» WORK REQUIRED
Could you print all the entries below exactly as they appear, omitting the pictures?

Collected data
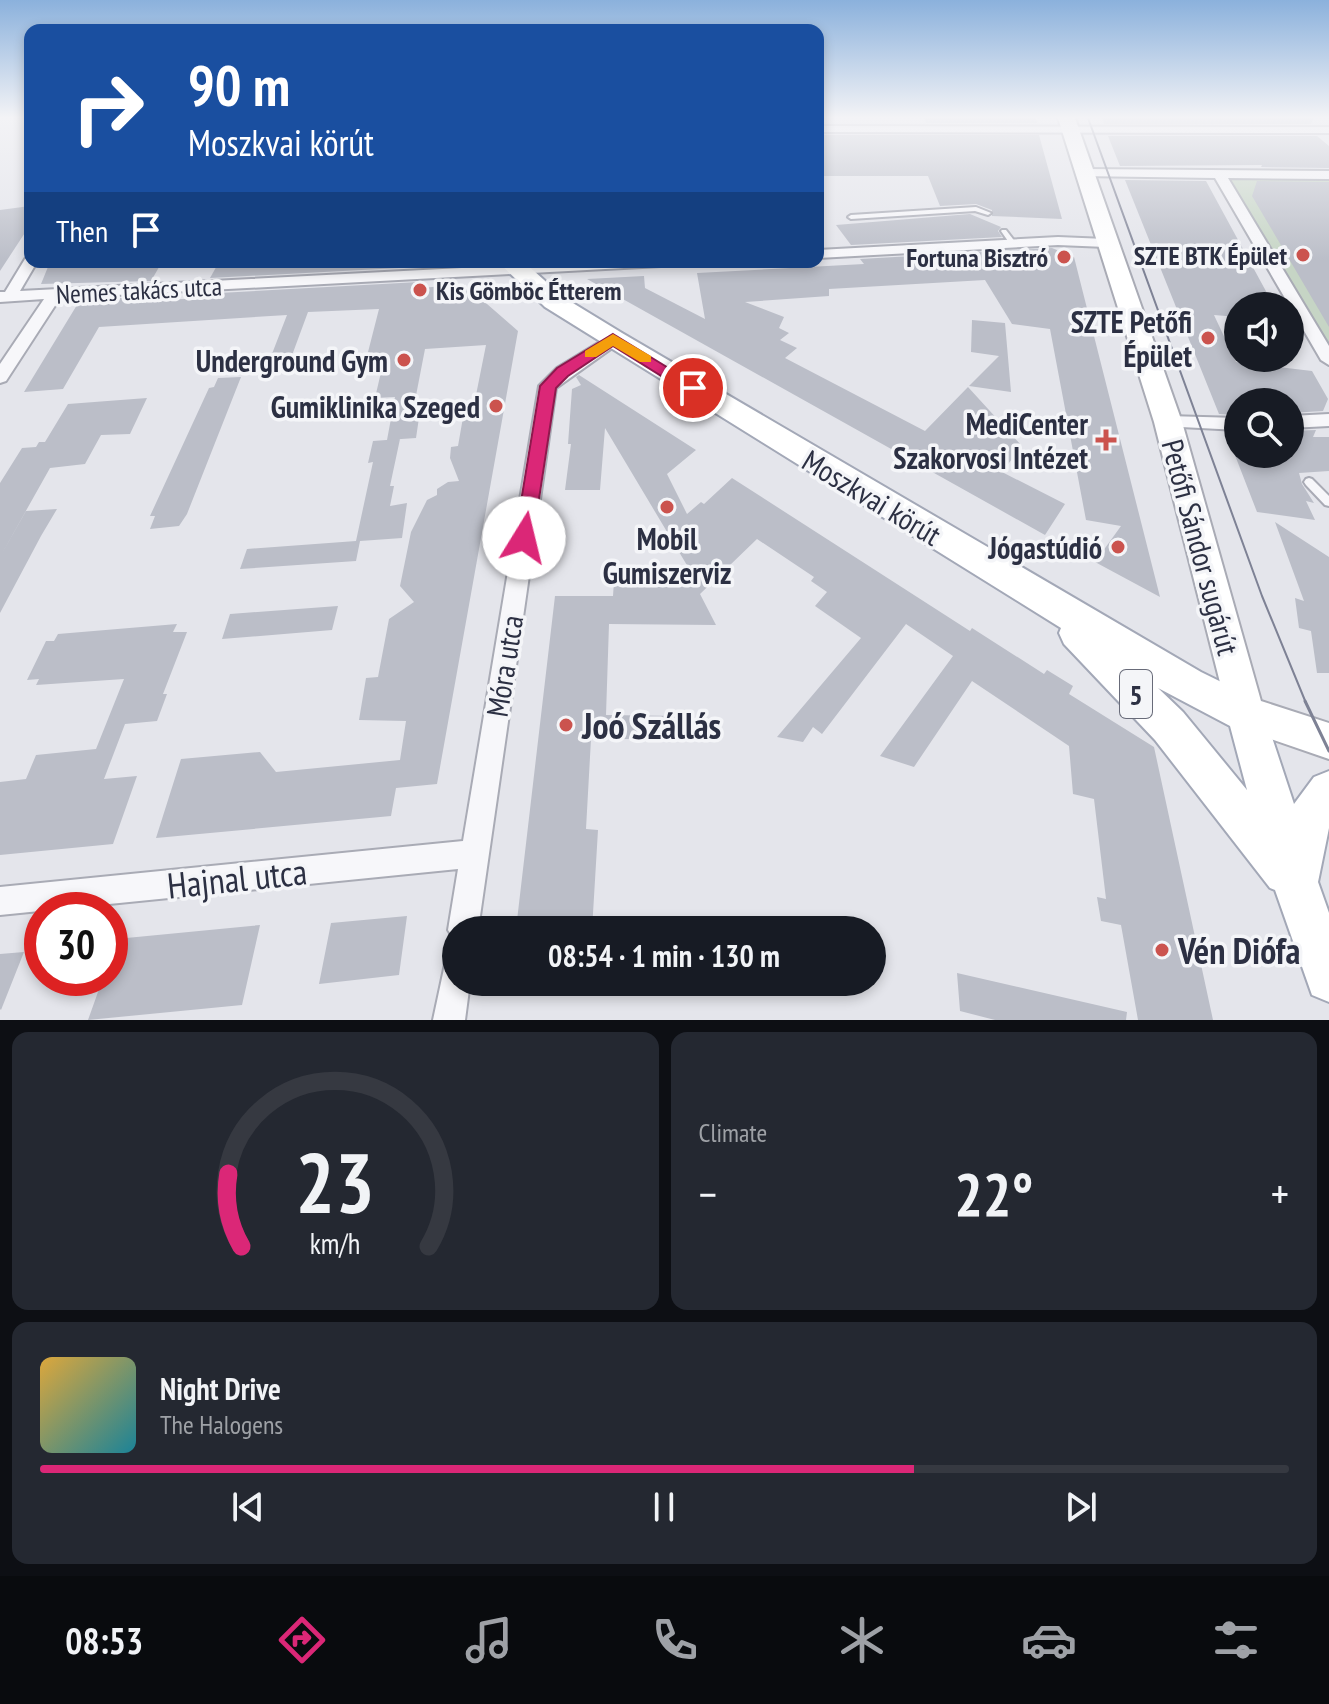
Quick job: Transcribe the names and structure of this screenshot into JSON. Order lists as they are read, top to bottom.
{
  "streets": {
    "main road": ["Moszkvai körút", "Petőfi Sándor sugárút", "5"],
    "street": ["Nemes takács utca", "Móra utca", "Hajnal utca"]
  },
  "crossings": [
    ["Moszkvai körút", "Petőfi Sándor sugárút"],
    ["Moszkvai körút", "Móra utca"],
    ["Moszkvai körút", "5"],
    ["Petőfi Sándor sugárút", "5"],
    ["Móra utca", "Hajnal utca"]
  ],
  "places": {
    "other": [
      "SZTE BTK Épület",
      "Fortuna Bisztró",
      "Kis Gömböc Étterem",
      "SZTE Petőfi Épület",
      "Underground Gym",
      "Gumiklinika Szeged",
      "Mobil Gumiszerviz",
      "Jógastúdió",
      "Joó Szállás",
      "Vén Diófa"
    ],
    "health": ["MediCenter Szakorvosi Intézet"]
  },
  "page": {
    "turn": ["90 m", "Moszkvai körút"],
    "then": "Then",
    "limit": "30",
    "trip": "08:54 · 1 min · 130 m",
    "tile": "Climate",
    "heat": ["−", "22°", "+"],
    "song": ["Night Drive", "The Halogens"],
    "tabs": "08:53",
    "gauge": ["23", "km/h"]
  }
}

» RESULT OF THE EXERCISE
Quick job: Transcribe the names and structure of this screenshot into JSON. Order lists as they are read, top to bottom.
{
  "streets": {
    "main road": ["Moszkvai körút", "Petőfi Sándor sugárút", "5"],
    "street": ["Nemes takács utca", "Móra utca", "Hajnal utca"]
  },
  "crossings": [
    ["Moszkvai körút", "Petőfi Sándor sugárút"],
    ["Moszkvai körút", "Móra utca"],
    ["Moszkvai körút", "5"],
    ["Petőfi Sándor sugárút", "5"],
    ["Móra utca", "Hajnal utca"]
  ],
  "places": {
    "other": [
      "SZTE BTK Épület",
      "Fortuna Bisztró",
      "Kis Gömböc Étterem",
      "SZTE Petőfi Épület",
      "Underground Gym",
      "Gumiklinika Szeged",
      "Mobil Gumiszerviz",
      "Jógastúdió",
      "Joó Szállás",
      "Vén Diófa"
    ],
    "health": ["MediCenter Szakorvosi Intézet"]
  },
  "page": {
    "turn": ["90 m", "Moszkvai körút"],
    "then": "Then",
    "limit": "30",
    "trip": "08:54 · 1 min · 130 m",
    "tile": "Climate",
    "heat": ["−", "22°", "+"],
    "song": ["Night Drive", "The Halogens"],
    "tabs": "08:53",
    "gauge": ["23", "km/h"]
  }
}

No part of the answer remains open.